La proactividad es una actitud que hoy ha de formar parte de todo empresario o profesional que desee mantener un mínimo de tiempo su empresa en el mercado.
Definición según Wikipedia:
Proactividad es un término acuñado por Victor Frankl, un neurólogo y psiquiatra austriaco que sobrevivió a los campos de concentración Nazis, en su libro Man’s Search for Meaning (La búsqueda de un Significado por el Hombre, 1946). Años después el término se popularizaría en muchos libros de autoayuda, desarrollo personal y empresarial gracias al best-seller Los 7 Hábitos de la Gente Altamente Efectiva del autor Stephen R. Covey.
Proactividad es una actitud en la que el sujeto asume el pleno control de su conducta vital de modo activo, lo que implica la toma de iniciativa en el desarrollo de acciones creativas y audaces para generar mejoras, haciendo prevalecer la libertad de elección sobre las circunstancias de la vida.
El concepto opuesto es el de reactividad, o tomar una actitud pasiva y ser sujeto de las circunstancias y por ende, de los problemas. La definición extendida por Covey dice que la conducta individual es función de las decisiones propias y no de las condiciones.
Por tanto ser proactivo, tener el control de su propia empresa, implica una eficaz gestión de la vigilancia como elemento clave en la estrategia empresarial.
Vigilar es estar atento a cualquier movimiento que sucede tanto en el entorno como en mi mercado, con mis clientes, mis competidores, mis proveedores…

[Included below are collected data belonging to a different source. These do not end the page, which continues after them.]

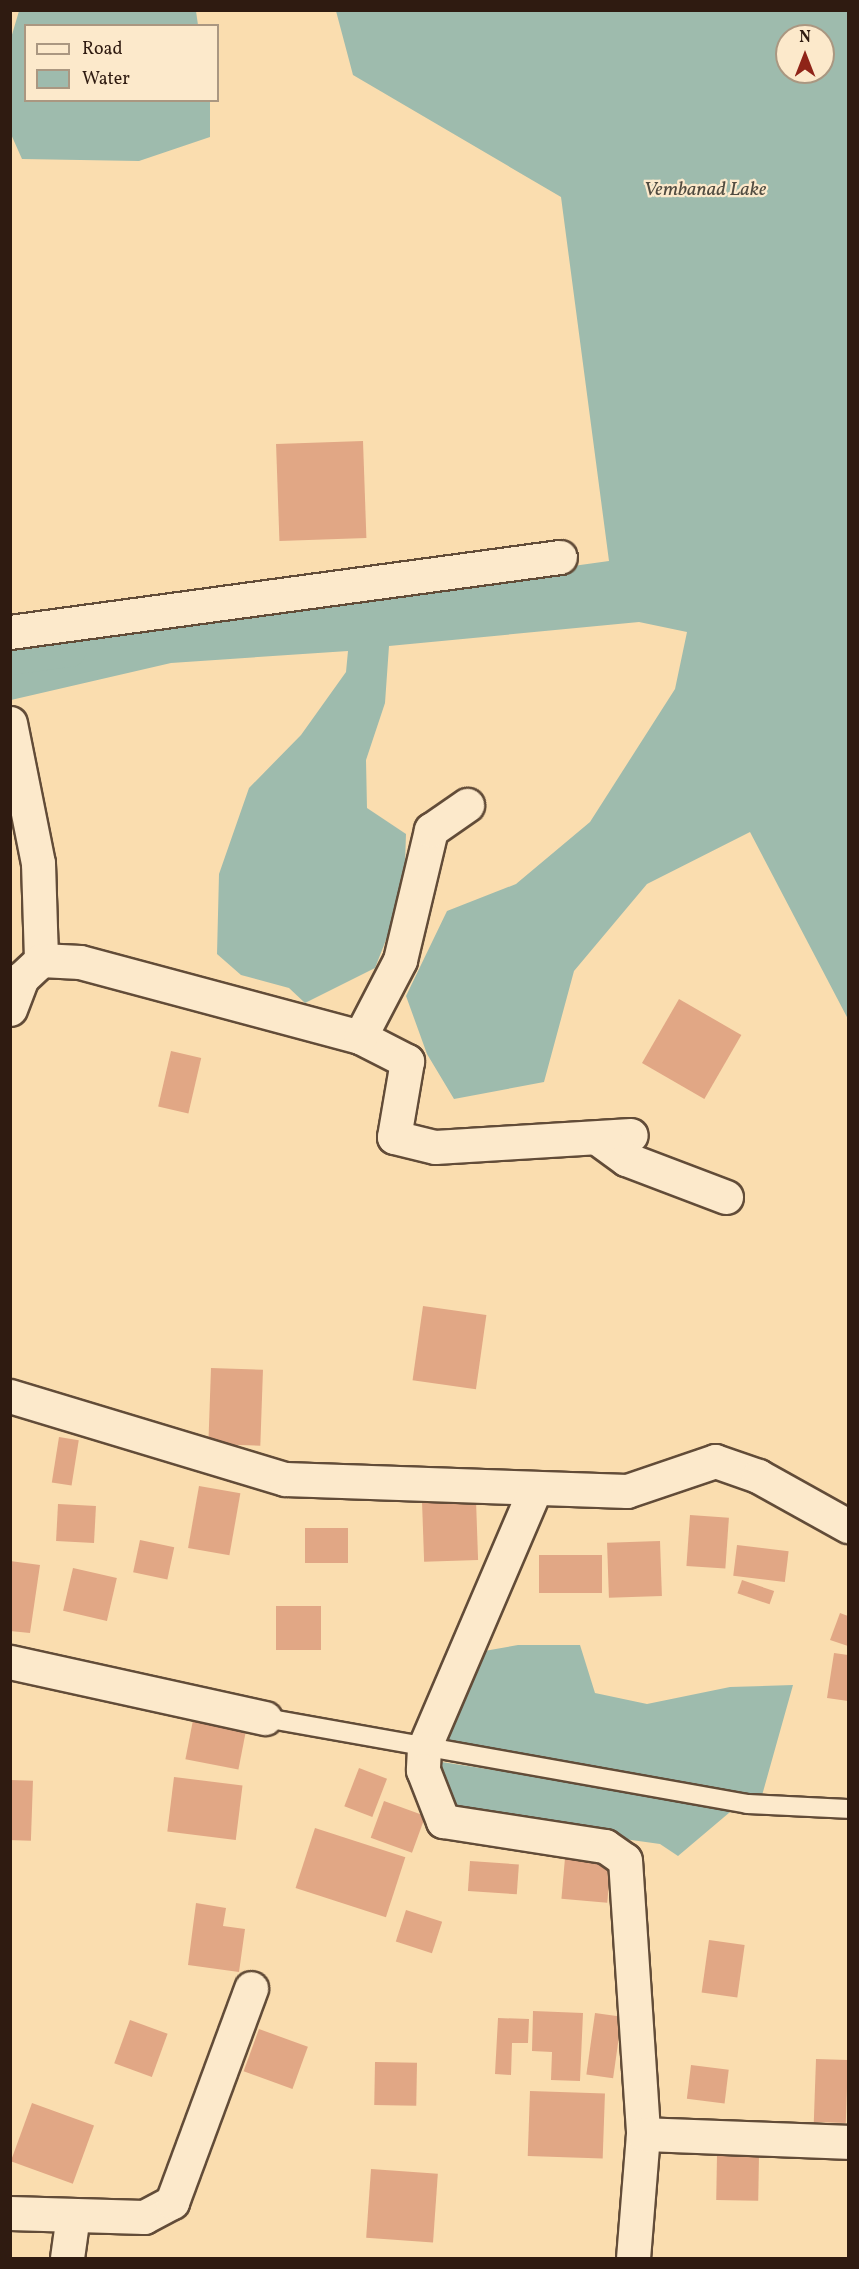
<!DOCTYPE html>
<html>
<head>
<meta charset="utf-8">
<style>
	body { margin:0 }
	#map { position:relative; width:859px; height:2269px; overflow:hidden; background:#faddaf; font-family:Vollkorn,serif }
	div>[style] { position:absolute }
	[style*='--x'] { left:calc(var(--x)*1px); top:calc(var(--y)*1px); width:calc(var(--w)*1px); rotate:calc(var(--a)*1deg) }
	.water>* { inset:0; background:#9ebbad }
	.canal>* { height:34px; margin:-17px; padding:0 17px; transform-origin:17px; border-radius:17px; background:#9ebbad }
	.building>* { inset:0; background:#e1a785; transform-origin:0 0 }
	.roads { filter:drop-shadow(2px 0 #624c38) drop-shadow(-2px 0 #624c38) drop-shadow(0 2px #624c38) drop-shadow(0 -2px #624c38) }
	.lane>* { height:18px; margin:-9px; padding:0 9px; transform-origin:9px; border-radius:9px; background:#fce9cb }
	.street>* { height:33px; margin:-16.5px; padding:0 16.5px; transform-origin:16.5px; border-radius:16.5px; background:#fce9cb }
	span { translate:-50% -50%; white-space:nowrap; text-align:center; line-height:1.15; -webkit-text-stroke:4.5px #fce9cb; paint-order:stroke }
	.water-label { font-size:20px; color:#504b40; font-style:italic }
	.frame { position:absolute; inset:0; border:12px solid #2f1b11; pointer-events:none }
	.legend { position:absolute; left:24px; top:24px; width:195px; height:78px; box-sizing:border-box; background:#fce9cb; border:2px solid #aa9781; margin:0; padding:8px 10px; list-style:none; font-size:18px; color:#2f1b11 }
	.legend li { display:flex; align-items:center; gap:12px; height:30px }
	.legend b { width:30px; border:2px solid #aa9781 }
	.north { position:absolute; left:775px; top:24px; width:60px; height:60px; box-sizing:border-box; background:#fce9cb; border:2px solid #aa9781; border-radius:50%; rotate:0deg; font-size:16px; font-weight:700; line-height:24px; text-align:center; color:#2f1b11 }
	.north::after { content:''; display:block; margin:auto; width:21px; height:27px; background:#8f2418; clip-path:polygon(50% 0,100% 100%,50% 72%,0 100%) }
</style>
</head>
<body>
<div id="map">
	<div class="water">
		<div style="clip-path:polygon(19px 11px,196px 11px,198px 25px,26px 26px,26px 100px,210px 101px,210px 137px,139px 161px,22px 159px,10px 132px,11px 38px)"></div>
		<div style="clip-path:polygon(evenodd,336px 11px,848px 11px,848px 1019px,750px 832px,647px 884px,574px 971px,544px 1082px,454px 1099px,427px 1054px,406px 996px,447px 911px,516px 884px,590px 822px,675px 689px,687px 632px,639px 622px,389px 646px,385px 703px,366px 760px,367px 808px,406px 834px,404px 894px,375px 968px,305px 1003px,289px 988px,241px 975px,217px 954px,219px 874px,249px 788px,301px 735px,346px 672px,348px 651px,171px 663px,11px 700px,10px 662px,22px 661px,21px 643px,609px 561px,561px 197px,353px 75px,336px 11px,787px 36px,823px 36px,823px 72px,787px 72px,787px 36px)"></div>
		<div style="clip-path:polygon(518px 1645px,580px 1645px,595px 1693px,647px 1704px,730px 1687px,793px 1685px,761px 1799px,442px 1744px,473px 1653px)"></div>
		<div style="clip-path:polygon(435px 1761px,736px 1807px,678px 1856px,660px 1844px,453px 1815px)"></div>
	</div>
	<div class="canal">
		<div style="--x:10;--y:658;--w:60;--a:-7.7"></div>
	</div>
	<div class="building">
		<div style="left:363px;top:441px;width:97px;height:87px;rotate:88deg"></div>
		<div style="left:679px;top:999px;width:72px;height:74px;rotate:30deg"></div>
		<div style="left:171px;top:1051px;width:31px;height:57px;rotate:13deg"></div>
		<div style="left:423px;top:1306px;width:64px;height:75px;rotate:8deg"></div>
		<div style="left:211px;top:1368px;width:52px;height:76px;rotate:2deg"></div>
		<div style="left:59px;top:1437px;width:20px;height:46px;rotate:9deg"></div>
		<div style="left:199px;top:1486px;width:42px;height:63px;rotate:10deg"></div>
		<div style="left:476px;top:1500px;width:60px;height:54px;rotate:88deg"></div>
		<div style="left:58px;top:1504px;width:38px;height:37px;rotate:3deg"></div>
		<div style="left:690px;top:1515px;width:39px;height:51px;rotate:4deg"></div>
		<div style="left:305px;top:1528px;width:43px;height:35px"></div>
		<div style="left:140px;top:1540px;width:35px;height:33px;rotate:12deg"></div>
		<div style="left:660px;top:1541px;width:55px;height:53px;rotate:88deg"></div>
		<div style="left:737px;top:1545px;width:52px;height:31px;rotate:7deg"></div>
		<div style="left:602px;top:1555px;width:38px;height:63px;rotate:90deg"></div>
		<div style="clip-path:polygon(10px 1561px,40px 1565px,30px 1633px,10px 1631px)"></div>
		<div style="left:73px;top:1568px;width:45px;height:44px;rotate:13deg"></div>
		<div style="left:742px;top:1580px;width:34px;height:14px;rotate:19deg"></div>
		<div style="left:276px;top:1606px;width:45px;height:44px"></div>
		<div style="clip-path:polygon(840px 1613px,848px 1616px,848px 1646px,830px 1640px)"></div>
		<div style="clip-path:polygon(834px 1653px,848px 1655px,848px 1701px,827px 1698px)"></div>
		<div style="left:194px;top:1715px;width:54px;height:45px;rotate:11deg"></div>
		<div style="left:359px;top:1768px;width:30px;height:41px;rotate:21deg"></div>
		<div style="left:174px;top:1777px;width:69px;height:55px;rotate:7deg"></div>
		<div style="left:10px;top:1780px;width:23px;height:60px;rotate:2deg"></div>
		<div style="left:384px;top:1801px;width:44px;height:39px;rotate:20deg"></div>
		<div style="left:315px;top:1828px;width:95px;height:63px;rotate:18deg"></div>
		<div style="left:565px;top:1858px;width:46px;height:41px;rotate:5deg"></div>
		<div style="left:470px;top:1861px;width:49px;height:30px;rotate:4deg"></div>
		<div style="clip-path:polygon(196px 1903px,226px 1908px,223px 1926px,245px 1929px,239px 1972px,188px 1965px)"></div>
		<div style="left:406px;top:1910px;width:38px;height:33px;rotate:18deg"></div>
		<div style="left:709px;top:1940px;width:36px;height:53px;rotate:8deg"></div>
		<div style="clip-path:polygon(533px 2011px,583px 2013px,580px 2081px,551px 2080px,552px 2052px,532px 2051px)"></div>
		<div style="left:595px;top:2013px;width:27px;height:62px;rotate:8deg"></div>
		<div style="clip-path:polygon(498px 2018px,529px 2019px,528px 2043px,512px 2043px,511px 2075px,495px 2074px)"></div>
		<div style="left:130px;top:2020px;width:40px;height:46px;rotate:20deg"></div>
		<div style="left:259px;top:2029px;width:52px;height:45px;rotate:20deg"></div>
		<div style="left:816px;top:2059px;width:32px;height:63px;rotate:2deg"></div>
		<div style="left:375px;top:2062px;width:42px;height:43px;rotate:1deg"></div>
		<div style="left:691px;top:2065px;width:38px;height:34px;rotate:7deg"></div>
		<div style="left:530px;top:2091px;width:75px;height:65px;rotate:2deg"></div>
		<div style="left:32px;top:2103px;width:66px;height:62px;rotate:20deg"></div>
		<div style="left:717px;top:2155px;width:42px;height:45px;rotate:1deg"></div>
		<div style="left:371px;top:2169px;width:67px;height:69px;rotate:4deg"></div>
	</div>
	<div class="roads">
		<div class="lane">
			<div style="--x:265;--y:1718;--w:490;--a:10.1"></div>
			<div style="--x:747;--y:1804;--w:101;--a:2.8"></div>
		</div>
		<div class="street">
			<div style="--x:10;--y:632;--w:555;--a:-7.77"></div>
			<div style="--x:10;--y:723;--w:143;--a:78.7"></div>
			<div style="--x:38;--y:863;--w:97;--a:88.2"></div>
			<div style="--x:10;--y:1009;--w:33;--a:-69"></div>
			<div style="--x:22;--y:978;--w:26;--a:-43"></div>
			<div style="--x:41;--y:960;--w:39;--a:3"></div>
			<div style="--x:80;--y:962;--w:290;--a:15"></div>
			<div style="--x:360;--y:1037;--w:53;--a:27.1"></div>
			<div style="--x:407;--y:1061;--w:77;--a:99.7"></div>
			<div style="--x:394;--y:1137;--w:42;--a:13.7"></div>
			<div style="--x:435;--y:1147;--w:196;--a:-3.5"></div>
			<div style="--x:360;--y:1037;--w:87;--a:-62.5"></div>
			<div style="--x:400;--y:960;--w:134;--a:-76.6"></div>
			<div style="--x:431;--y:830;--w:44;--a:-34.8"></div>
			<div style="--x:597;--y:1138;--w:36;--a:36"></div>
			<div style="--x:626;--y:1159;--w:107;--a:20.8"></div>
			<div style="--x:10;--y:1396;--w:287;--a:16.8"></div>
			<div style="--x:285;--y:1479;--w:342;--a:2"></div>
			<div style="--x:627;--y:1491;--w:93;--a:-18.8"></div>
			<div style="--x:715;--y:1461;--w:46;--a:19.2"></div>
			<div style="--x:758;--y:1476;--w:103;--a:29.1"></div>
			<div style="--x:535;--y:1489;--w:282;--a:113.2"></div>
			<div style="--x:424;--y:1748;--w:22;--a:93"></div>
			<div style="--x:423;--y:1770;--w:55;--a:68.6"></div>
			<div style="--x:443;--y:1821;--w:164;--a:8.8"></div>
			<div style="--x:605;--y:1846;--w:24;--a:35"></div>
			<div style="--x:625;--y:1860;--w:275;--a:86.2"></div>
			<div style="--x:643;--y:2134;--w:124;--a:94.6"></div>
			<div style="--x:10;--y:1662;--w:261;--a:12.4"></div>
			<div style="--x:643;--y:2134;--w:205;--a:2.2"></div>
			<div style="--x:10;--y:2213;--w:134;--a:1.7"></div>
			<div style="--x:144;--y:2217;--w:32;--a:-28"></div>
			<div style="--x:172;--y:2202;--w:228;--a:-69.7"></div>
			<div style="--x:67;--y:2258;--w:43;--a:-82.1"></div>
		</div>
	</div>
	<div class="water-label">
		<span style="left:705px;top:190px">Vembanad Lake</span>
	</div>
	<div class="frame"></div>
	<ul class="legend">
	<li><b style="height:8px;background:#fce9cb"></b>Road</li>
	<li><b style="height:16px;background:#9ebbad"></b>Water</li>
	</ul>
	<div class="north">N</div>
</div>
</body>
</html>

Vigilar es percibir con tiempo cualquier cambio que pueda ayudarnos a mejorar nuestra posición competitiva en el mercado. Percibir cuándo algo o alguien puede cambiar y ponernos en una situación difícil.
Una de las principales funciones del estratega de la empresa hoy es la de velar por la ventaja competitiva de la empresa. Velar por que esa ventaja competitiva siga manteniendo el valor que tiene y conseguir que nada ni nadie pueda situar la ventaja competitiva en una posición de debilidad.
Es importante pues que las empresas cuenten con una unidad de vigilancia que sea capaz de transformar la abundante información que llega a la empresa y convertirla en información útil para el valor añadido de la empresa, y que sea utilizada tanto por marketing y ventas como por los servicios jurídicos, I+D o el departamento de estrategias de la organización.
La comunicación se nutre de ese valor añadido para ir dosificándolo al mercado, intentando que, en todo momento, el mercado en general entienda por qué nuestra organización existe que es lo que ofrece.